• _Task description_
Exactly one number should make up the answer: how many lines of the listing contain the string "西濃運輸".

• _Input for this task_

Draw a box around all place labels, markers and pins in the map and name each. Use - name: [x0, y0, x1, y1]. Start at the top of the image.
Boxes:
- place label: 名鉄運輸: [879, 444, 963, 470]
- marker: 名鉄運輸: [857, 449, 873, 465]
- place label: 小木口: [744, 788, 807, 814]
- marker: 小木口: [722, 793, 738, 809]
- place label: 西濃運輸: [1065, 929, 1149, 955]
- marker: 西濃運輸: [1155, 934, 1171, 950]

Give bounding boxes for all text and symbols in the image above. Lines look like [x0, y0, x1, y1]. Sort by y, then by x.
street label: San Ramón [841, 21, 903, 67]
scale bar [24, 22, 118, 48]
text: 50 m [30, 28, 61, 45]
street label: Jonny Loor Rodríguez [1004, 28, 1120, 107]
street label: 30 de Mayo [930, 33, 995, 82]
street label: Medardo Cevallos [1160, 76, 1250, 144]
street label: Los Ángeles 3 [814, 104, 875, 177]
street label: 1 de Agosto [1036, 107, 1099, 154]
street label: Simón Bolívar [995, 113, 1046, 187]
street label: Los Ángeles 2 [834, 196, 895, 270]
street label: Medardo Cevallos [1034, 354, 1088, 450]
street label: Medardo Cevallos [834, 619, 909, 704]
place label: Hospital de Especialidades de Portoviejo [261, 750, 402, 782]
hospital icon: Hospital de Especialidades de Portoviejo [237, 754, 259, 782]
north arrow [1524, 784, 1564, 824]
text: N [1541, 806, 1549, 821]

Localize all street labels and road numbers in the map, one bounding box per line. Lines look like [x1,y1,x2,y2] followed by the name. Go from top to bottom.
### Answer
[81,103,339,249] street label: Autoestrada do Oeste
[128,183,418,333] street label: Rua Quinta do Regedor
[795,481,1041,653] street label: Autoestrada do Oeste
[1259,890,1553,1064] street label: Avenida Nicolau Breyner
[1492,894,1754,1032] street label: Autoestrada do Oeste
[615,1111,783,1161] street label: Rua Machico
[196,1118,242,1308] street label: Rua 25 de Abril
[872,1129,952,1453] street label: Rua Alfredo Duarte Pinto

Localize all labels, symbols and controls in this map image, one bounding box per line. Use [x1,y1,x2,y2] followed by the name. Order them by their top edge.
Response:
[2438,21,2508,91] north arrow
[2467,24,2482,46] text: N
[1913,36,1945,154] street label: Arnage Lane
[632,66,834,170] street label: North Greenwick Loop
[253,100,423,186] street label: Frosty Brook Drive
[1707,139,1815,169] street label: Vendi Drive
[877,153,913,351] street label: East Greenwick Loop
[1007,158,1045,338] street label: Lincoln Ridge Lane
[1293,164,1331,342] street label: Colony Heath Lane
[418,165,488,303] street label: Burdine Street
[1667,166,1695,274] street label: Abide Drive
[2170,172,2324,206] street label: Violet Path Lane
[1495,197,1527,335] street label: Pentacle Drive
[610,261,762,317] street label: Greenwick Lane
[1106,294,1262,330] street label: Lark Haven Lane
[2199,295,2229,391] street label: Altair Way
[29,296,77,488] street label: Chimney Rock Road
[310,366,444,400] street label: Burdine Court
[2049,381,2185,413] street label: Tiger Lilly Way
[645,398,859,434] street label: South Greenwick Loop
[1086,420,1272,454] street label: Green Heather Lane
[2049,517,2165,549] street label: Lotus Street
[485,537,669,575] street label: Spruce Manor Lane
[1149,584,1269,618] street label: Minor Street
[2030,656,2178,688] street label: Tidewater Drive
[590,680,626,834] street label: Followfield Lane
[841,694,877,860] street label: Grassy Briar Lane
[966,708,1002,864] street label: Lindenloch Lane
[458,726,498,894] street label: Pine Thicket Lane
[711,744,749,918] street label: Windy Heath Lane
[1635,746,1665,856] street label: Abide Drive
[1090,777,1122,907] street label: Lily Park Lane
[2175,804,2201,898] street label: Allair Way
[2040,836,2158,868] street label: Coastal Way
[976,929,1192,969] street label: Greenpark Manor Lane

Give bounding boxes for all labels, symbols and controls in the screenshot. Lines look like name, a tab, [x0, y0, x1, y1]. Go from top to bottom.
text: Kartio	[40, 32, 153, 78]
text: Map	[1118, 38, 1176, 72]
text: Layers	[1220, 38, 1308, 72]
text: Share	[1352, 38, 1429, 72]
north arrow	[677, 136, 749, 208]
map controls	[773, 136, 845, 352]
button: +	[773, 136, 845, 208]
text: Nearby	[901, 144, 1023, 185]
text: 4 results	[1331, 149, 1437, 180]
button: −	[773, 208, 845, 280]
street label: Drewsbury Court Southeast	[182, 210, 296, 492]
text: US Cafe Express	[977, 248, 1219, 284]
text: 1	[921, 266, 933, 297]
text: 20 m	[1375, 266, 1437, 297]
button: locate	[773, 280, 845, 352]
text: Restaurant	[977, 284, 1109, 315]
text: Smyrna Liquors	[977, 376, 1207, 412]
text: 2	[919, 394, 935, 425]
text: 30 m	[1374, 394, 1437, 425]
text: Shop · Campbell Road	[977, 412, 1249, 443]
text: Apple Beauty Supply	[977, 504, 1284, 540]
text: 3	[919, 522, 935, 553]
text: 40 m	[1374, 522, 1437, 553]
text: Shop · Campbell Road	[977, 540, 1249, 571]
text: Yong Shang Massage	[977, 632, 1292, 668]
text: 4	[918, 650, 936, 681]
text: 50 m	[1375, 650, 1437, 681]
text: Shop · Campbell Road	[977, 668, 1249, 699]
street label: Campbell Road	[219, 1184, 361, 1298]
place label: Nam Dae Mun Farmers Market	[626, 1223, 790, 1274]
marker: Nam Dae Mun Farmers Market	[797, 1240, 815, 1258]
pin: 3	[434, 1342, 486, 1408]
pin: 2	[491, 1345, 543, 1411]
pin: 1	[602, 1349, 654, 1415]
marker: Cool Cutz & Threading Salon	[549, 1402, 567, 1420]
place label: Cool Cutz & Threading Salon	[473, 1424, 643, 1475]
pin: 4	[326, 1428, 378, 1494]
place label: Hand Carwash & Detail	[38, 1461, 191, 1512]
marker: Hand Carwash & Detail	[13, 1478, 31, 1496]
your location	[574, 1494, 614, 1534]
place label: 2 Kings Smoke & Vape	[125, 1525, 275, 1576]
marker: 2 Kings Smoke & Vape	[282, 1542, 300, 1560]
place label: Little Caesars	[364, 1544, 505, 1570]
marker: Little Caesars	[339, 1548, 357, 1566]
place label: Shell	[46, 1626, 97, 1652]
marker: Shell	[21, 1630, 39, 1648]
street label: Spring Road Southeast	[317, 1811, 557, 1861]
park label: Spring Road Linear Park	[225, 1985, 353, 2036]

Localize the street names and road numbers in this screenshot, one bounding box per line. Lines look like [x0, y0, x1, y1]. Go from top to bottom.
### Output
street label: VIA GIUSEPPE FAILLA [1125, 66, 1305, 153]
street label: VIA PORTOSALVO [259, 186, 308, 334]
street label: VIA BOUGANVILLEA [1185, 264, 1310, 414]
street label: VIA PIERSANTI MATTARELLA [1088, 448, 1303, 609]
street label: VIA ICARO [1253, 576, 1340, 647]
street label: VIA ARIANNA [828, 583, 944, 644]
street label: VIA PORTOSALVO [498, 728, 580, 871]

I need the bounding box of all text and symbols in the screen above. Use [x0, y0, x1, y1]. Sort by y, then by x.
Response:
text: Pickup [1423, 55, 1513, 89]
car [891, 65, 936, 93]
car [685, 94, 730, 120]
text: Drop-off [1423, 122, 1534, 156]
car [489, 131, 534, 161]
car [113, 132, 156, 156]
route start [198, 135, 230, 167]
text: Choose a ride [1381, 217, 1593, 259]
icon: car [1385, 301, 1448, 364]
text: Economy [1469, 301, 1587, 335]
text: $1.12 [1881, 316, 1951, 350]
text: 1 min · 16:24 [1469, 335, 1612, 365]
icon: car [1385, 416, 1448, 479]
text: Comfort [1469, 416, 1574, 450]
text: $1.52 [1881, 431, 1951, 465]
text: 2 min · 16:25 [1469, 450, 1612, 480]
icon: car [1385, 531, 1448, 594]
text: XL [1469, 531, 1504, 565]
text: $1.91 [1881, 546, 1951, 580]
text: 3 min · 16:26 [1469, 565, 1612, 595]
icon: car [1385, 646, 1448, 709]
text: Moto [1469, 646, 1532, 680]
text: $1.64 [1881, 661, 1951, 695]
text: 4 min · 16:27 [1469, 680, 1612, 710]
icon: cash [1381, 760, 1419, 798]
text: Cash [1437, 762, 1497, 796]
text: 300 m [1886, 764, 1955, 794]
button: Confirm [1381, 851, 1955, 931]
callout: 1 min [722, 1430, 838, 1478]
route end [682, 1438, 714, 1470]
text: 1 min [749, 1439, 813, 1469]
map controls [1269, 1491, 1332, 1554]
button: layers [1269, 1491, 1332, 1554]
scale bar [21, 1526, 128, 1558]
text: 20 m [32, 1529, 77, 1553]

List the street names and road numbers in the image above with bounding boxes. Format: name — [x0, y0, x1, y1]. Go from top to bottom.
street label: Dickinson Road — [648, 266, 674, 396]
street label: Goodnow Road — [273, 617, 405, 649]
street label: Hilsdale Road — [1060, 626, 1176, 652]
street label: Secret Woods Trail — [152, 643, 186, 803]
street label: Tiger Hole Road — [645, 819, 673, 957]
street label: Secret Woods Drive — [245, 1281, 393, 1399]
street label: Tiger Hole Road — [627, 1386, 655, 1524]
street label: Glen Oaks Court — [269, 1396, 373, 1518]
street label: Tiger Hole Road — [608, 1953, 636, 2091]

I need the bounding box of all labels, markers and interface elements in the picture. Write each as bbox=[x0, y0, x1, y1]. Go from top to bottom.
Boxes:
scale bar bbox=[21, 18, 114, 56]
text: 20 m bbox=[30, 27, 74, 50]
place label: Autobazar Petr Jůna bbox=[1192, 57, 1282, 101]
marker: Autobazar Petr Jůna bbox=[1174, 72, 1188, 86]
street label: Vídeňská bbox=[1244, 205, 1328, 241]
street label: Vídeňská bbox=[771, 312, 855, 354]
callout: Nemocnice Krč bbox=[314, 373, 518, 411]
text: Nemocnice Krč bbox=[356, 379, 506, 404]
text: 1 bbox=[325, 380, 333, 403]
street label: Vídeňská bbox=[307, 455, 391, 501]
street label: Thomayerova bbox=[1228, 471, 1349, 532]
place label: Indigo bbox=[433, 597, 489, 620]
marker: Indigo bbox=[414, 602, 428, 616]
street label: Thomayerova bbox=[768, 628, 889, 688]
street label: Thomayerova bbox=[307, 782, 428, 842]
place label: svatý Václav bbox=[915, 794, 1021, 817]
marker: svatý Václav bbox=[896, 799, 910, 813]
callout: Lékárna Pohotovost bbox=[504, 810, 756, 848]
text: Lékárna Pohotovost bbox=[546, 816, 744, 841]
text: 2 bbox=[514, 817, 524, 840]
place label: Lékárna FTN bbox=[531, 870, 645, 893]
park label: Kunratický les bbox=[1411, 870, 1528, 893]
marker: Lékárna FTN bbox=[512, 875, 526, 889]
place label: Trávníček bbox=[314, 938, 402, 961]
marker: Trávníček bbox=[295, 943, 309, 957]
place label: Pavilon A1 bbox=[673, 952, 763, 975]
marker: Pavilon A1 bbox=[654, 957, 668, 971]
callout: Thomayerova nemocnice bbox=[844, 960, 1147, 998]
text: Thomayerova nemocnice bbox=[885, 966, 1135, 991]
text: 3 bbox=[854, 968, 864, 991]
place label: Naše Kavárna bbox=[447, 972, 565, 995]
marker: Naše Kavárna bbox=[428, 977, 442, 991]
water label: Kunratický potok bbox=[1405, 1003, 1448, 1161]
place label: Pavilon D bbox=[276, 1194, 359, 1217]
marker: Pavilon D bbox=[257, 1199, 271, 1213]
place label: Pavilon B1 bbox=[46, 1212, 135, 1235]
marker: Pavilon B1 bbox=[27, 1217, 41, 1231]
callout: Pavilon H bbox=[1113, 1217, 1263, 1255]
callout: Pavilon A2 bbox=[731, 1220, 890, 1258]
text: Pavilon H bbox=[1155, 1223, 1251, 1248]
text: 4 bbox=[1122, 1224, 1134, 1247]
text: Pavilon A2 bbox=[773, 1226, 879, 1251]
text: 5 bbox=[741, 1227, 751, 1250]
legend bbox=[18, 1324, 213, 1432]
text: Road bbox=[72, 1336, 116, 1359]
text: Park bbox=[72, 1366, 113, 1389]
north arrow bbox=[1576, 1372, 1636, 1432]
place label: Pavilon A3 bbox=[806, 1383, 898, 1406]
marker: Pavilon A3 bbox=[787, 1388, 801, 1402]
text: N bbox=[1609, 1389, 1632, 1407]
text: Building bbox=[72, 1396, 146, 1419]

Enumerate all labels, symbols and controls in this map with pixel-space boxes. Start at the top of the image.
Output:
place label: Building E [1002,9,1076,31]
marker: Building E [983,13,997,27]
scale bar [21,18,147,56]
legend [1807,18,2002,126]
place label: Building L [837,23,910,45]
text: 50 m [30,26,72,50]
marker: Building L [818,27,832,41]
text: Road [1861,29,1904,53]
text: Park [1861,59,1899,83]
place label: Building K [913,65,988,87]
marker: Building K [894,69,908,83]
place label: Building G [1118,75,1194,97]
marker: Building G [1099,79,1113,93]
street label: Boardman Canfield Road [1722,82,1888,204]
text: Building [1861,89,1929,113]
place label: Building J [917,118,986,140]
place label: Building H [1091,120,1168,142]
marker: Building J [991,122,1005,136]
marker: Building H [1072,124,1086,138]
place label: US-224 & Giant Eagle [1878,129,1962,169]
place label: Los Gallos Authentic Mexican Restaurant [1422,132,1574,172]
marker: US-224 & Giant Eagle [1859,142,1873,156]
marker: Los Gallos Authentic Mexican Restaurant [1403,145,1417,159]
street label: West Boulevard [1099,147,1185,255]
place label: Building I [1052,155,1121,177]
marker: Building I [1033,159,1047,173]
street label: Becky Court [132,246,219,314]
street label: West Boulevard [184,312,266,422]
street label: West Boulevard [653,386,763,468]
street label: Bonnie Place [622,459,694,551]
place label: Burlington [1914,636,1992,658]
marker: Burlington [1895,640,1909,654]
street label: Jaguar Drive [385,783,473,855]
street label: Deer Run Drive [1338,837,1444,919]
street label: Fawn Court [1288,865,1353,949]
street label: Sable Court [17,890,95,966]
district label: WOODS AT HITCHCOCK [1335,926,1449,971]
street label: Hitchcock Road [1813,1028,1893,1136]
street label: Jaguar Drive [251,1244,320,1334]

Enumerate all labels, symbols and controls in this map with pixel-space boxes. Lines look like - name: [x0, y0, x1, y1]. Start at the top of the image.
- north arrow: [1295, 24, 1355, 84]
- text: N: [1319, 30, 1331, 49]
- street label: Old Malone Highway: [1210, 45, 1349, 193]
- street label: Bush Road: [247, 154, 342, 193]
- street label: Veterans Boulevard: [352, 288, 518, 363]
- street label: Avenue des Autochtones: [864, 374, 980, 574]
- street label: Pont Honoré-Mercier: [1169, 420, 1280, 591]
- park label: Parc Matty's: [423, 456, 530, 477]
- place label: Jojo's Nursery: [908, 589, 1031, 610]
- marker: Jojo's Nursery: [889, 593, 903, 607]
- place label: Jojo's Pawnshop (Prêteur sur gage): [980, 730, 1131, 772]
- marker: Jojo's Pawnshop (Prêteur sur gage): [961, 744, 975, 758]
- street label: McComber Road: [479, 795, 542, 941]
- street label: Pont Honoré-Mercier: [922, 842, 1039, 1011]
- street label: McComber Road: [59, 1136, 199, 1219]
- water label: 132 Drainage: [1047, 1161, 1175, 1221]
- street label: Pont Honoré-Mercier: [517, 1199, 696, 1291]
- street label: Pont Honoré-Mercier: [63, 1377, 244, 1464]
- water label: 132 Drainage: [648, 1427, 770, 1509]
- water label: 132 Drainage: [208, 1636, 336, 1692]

• _Solved problem_
2